TRY IT: From the first line to the last, copy the material exactly and leave the pictures out.

EXERCISE DATA: Begin

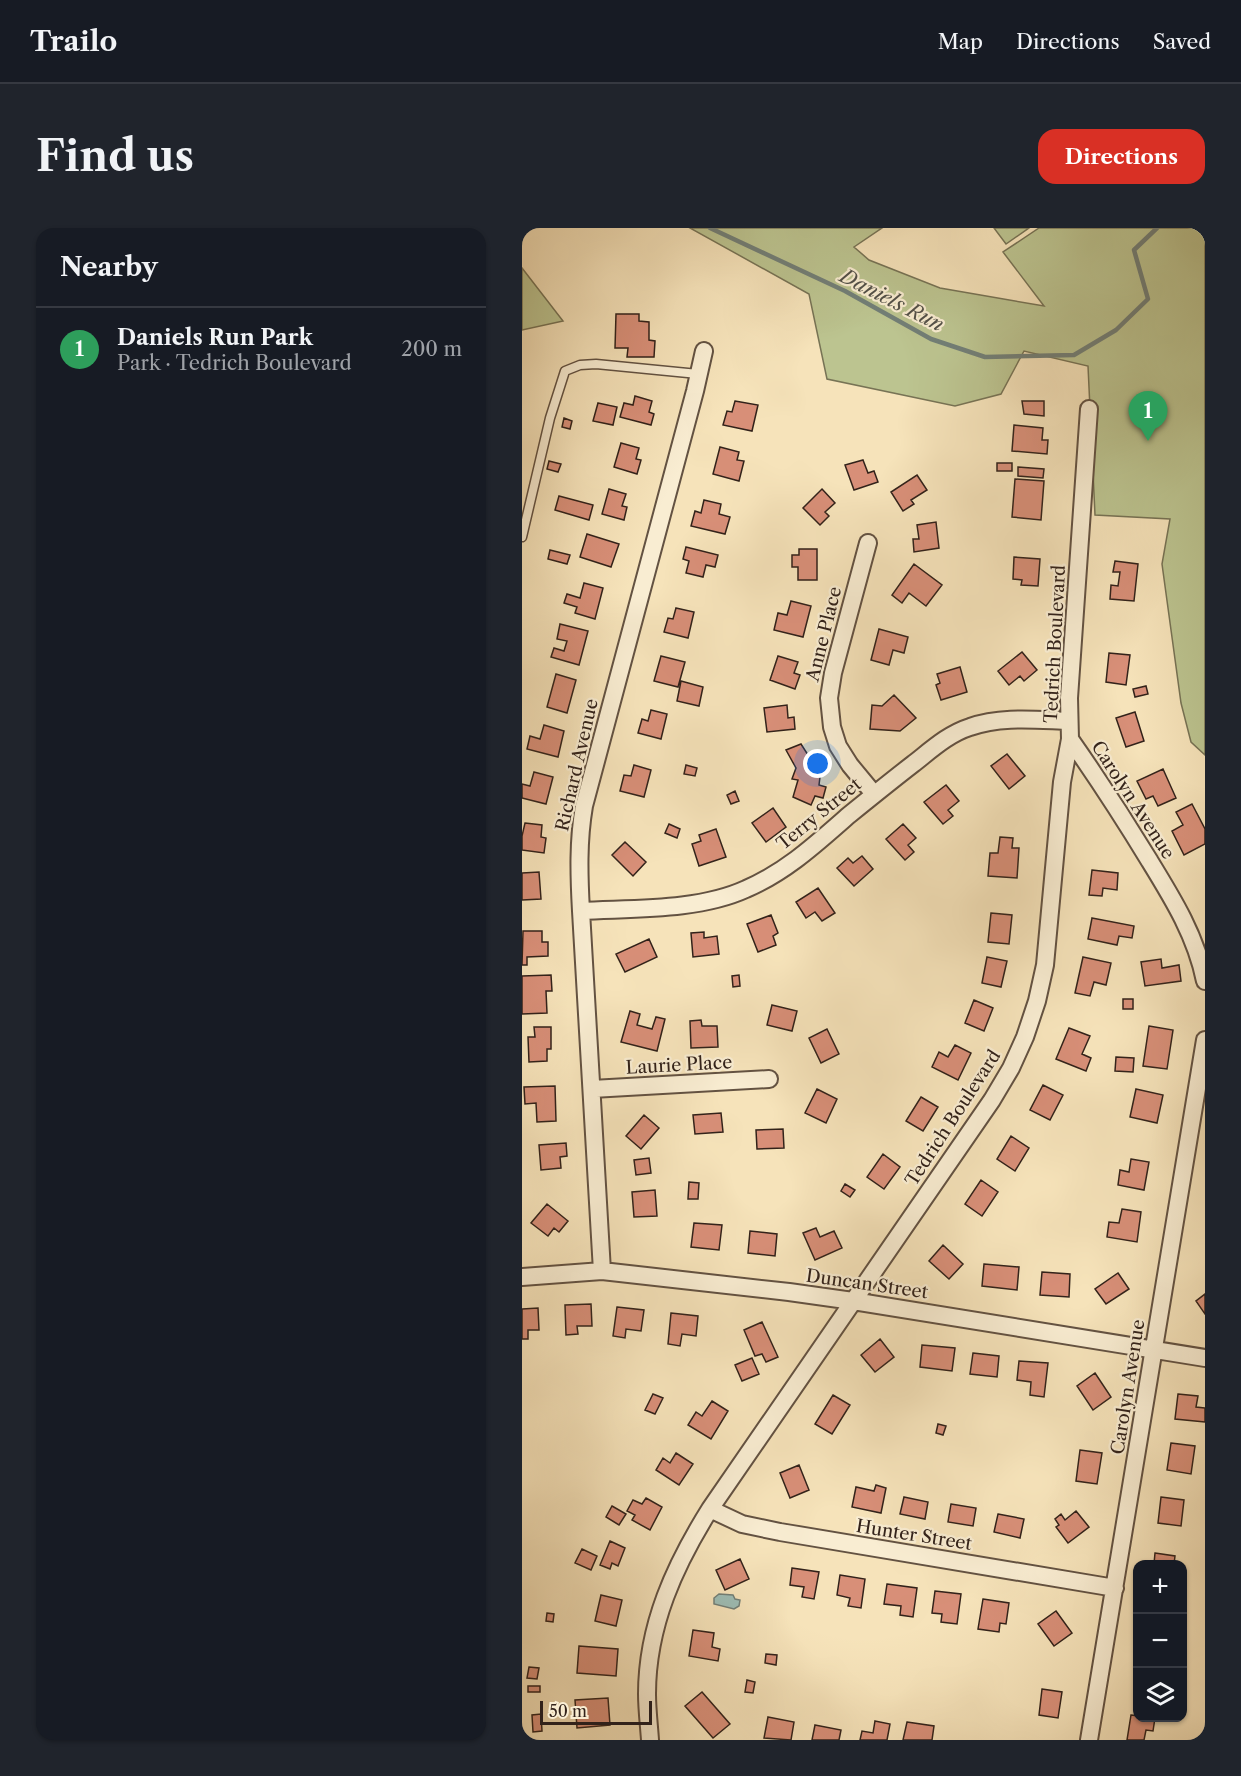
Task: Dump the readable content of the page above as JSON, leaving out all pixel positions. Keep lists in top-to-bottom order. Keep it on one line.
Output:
{"streets":{"street":["Anne Place","Tedrich Boulevard","Richard Avenue","Carolyn Avenue","Terry Street","Laurie Place","Duncan Street","Hunter Street"]},"crossings":[["Anne Place","Terry Street"],["Tedrich Boulevard","Carolyn Avenue"],["Tedrich Boulevard","Terry Street"],["Tedrich Boulevard","Duncan Street"],["Tedrich Boulevard","Hunter Street"],["Richard Avenue","Terry Street"],["Richard Avenue","Laurie Place"],["Richard Avenue","Duncan Street"],["Carolyn Avenue","Duncan Street"],["Carolyn Avenue","Hunter Street"]],"water":["Daniels Run"],"scale_bar":"50 m","page":{"header":"Trailo","nav":["Map","Directions","Saved"],"buttons":"Directions","title":"Find us","heading":"Nearby","list":[{"mark":"1","name":"Daniels Run Park","note":"Park · Tedrich Boulevard","value":"200 m"}],"pins":"1","map_buttons":["+","−"],"scale":"50 m"}}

EXERCISE DATA: End

ANSWER BELOW:
Task: Dump the readable content of the page above as JSON, leaving out all pixel positions. Keep lists in top-to-bottom order. Keep it on one line.
Output:
{"streets":{"street":["Anne Place","Tedrich Boulevard","Richard Avenue","Carolyn Avenue","Terry Street","Laurie Place","Duncan Street","Hunter Street"]},"crossings":[["Anne Place","Terry Street"],["Tedrich Boulevard","Carolyn Avenue"],["Tedrich Boulevard","Terry Street"],["Tedrich Boulevard","Duncan Street"],["Tedrich Boulevard","Hunter Street"],["Richard Avenue","Terry Street"],["Richard Avenue","Laurie Place"],["Richard Avenue","Duncan Street"],["Carolyn Avenue","Duncan Street"],["Carolyn Avenue","Hunter Street"]],"water":["Daniels Run"],"scale_bar":"50 m","page":{"header":"Trailo","nav":["Map","Directions","Saved"],"buttons":"Directions","title":"Find us","heading":"Nearby","list":[{"mark":"1","name":"Daniels Run Park","note":"Park · Tedrich Boulevard","value":"200 m"}],"pins":"1","map_buttons":["+","−"],"scale":"50 m"}}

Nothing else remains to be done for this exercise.